■ What the task asks ■
Please return all the records exactly, with nothing left out.

■ Exercise data ■
____
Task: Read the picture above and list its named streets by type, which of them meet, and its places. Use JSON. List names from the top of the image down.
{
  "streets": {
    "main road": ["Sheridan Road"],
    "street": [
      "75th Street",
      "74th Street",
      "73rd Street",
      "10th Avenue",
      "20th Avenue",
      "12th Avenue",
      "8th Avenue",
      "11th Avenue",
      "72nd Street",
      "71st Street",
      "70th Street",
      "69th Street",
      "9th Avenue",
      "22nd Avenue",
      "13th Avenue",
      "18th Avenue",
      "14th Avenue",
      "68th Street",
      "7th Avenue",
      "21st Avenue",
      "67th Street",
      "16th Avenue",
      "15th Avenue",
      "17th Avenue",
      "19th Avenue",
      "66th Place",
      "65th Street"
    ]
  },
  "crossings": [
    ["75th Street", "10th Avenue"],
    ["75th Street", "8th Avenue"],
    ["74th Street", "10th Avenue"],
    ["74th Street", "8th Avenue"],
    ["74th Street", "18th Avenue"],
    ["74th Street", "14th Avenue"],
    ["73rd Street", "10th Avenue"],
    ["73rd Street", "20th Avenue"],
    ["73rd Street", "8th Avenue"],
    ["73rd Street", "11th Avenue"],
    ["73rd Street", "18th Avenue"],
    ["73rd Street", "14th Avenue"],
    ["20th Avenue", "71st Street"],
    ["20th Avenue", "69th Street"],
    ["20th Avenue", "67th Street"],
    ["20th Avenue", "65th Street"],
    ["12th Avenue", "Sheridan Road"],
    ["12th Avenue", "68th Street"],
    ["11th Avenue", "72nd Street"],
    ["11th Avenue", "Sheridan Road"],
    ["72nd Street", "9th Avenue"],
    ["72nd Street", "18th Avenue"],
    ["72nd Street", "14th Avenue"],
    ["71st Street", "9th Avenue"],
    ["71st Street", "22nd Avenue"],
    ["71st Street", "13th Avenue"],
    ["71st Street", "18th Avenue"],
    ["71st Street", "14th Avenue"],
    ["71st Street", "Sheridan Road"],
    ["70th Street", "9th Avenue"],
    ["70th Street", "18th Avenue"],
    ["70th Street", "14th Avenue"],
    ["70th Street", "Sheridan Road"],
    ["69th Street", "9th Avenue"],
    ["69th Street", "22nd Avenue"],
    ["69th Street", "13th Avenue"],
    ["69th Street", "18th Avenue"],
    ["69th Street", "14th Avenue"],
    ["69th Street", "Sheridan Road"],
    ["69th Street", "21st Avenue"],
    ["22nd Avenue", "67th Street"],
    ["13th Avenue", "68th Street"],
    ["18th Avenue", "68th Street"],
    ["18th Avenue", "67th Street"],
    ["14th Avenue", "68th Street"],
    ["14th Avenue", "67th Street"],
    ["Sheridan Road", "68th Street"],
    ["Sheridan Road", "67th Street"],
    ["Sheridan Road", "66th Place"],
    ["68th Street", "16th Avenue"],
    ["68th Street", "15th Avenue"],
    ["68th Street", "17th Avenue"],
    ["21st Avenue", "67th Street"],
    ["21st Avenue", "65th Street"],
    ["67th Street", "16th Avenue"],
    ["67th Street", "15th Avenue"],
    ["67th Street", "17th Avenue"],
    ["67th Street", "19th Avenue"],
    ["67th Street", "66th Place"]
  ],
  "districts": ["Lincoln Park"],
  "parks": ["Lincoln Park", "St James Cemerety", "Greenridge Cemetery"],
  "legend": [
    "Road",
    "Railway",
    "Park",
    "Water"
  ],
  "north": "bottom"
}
____
■ Task output ■
Task: Read the picture above and list its named streets by type, which of them meet, and its places. Use JSON. List names from the top of the image down.
{
  "streets": {
    "main road": ["Sheridan Road"],
    "street": [
      "75th Street",
      "74th Street",
      "73rd Street",
      "10th Avenue",
      "20th Avenue",
      "12th Avenue",
      "8th Avenue",
      "11th Avenue",
      "72nd Street",
      "71st Street",
      "70th Street",
      "69th Street",
      "9th Avenue",
      "22nd Avenue",
      "13th Avenue",
      "18th Avenue",
      "14th Avenue",
      "68th Street",
      "7th Avenue",
      "21st Avenue",
      "67th Street",
      "16th Avenue",
      "15th Avenue",
      "17th Avenue",
      "19th Avenue",
      "66th Place",
      "65th Street"
    ]
  },
  "crossings": [
    ["75th Street", "10th Avenue"],
    ["75th Street", "8th Avenue"],
    ["74th Street", "10th Avenue"],
    ["74th Street", "8th Avenue"],
    ["74th Street", "18th Avenue"],
    ["74th Street", "14th Avenue"],
    ["73rd Street", "10th Avenue"],
    ["73rd Street", "20th Avenue"],
    ["73rd Street", "8th Avenue"],
    ["73rd Street", "11th Avenue"],
    ["73rd Street", "18th Avenue"],
    ["73rd Street", "14th Avenue"],
    ["20th Avenue", "71st Street"],
    ["20th Avenue", "69th Street"],
    ["20th Avenue", "67th Street"],
    ["20th Avenue", "65th Street"],
    ["12th Avenue", "Sheridan Road"],
    ["12th Avenue", "68th Street"],
    ["11th Avenue", "72nd Street"],
    ["11th Avenue", "Sheridan Road"],
    ["72nd Street", "9th Avenue"],
    ["72nd Street", "18th Avenue"],
    ["72nd Street", "14th Avenue"],
    ["71st Street", "9th Avenue"],
    ["71st Street", "22nd Avenue"],
    ["71st Street", "13th Avenue"],
    ["71st Street", "18th Avenue"],
    ["71st Street", "14th Avenue"],
    ["71st Street", "Sheridan Road"],
    ["70th Street", "9th Avenue"],
    ["70th Street", "18th Avenue"],
    ["70th Street", "14th Avenue"],
    ["70th Street", "Sheridan Road"],
    ["69th Street", "9th Avenue"],
    ["69th Street", "22nd Avenue"],
    ["69th Street", "13th Avenue"],
    ["69th Street", "18th Avenue"],
    ["69th Street", "14th Avenue"],
    ["69th Street", "Sheridan Road"],
    ["69th Street", "21st Avenue"],
    ["22nd Avenue", "67th Street"],
    ["13th Avenue", "68th Street"],
    ["18th Avenue", "68th Street"],
    ["18th Avenue", "67th Street"],
    ["14th Avenue", "68th Street"],
    ["14th Avenue", "67th Street"],
    ["Sheridan Road", "68th Street"],
    ["Sheridan Road", "67th Street"],
    ["Sheridan Road", "66th Place"],
    ["68th Street", "16th Avenue"],
    ["68th Street", "15th Avenue"],
    ["68th Street", "17th Avenue"],
    ["21st Avenue", "67th Street"],
    ["21st Avenue", "65th Street"],
    ["67th Street", "16th Avenue"],
    ["67th Street", "15th Avenue"],
    ["67th Street", "17th Avenue"],
    ["67th Street", "19th Avenue"],
    ["67th Street", "66th Place"]
  ],
  "districts": ["Lincoln Park"],
  "parks": ["Lincoln Park", "St James Cemerety", "Greenridge Cemetery"],
  "legend": [
    "Road",
    "Railway",
    "Park",
    "Water"
  ],
  "north": "bottom"
}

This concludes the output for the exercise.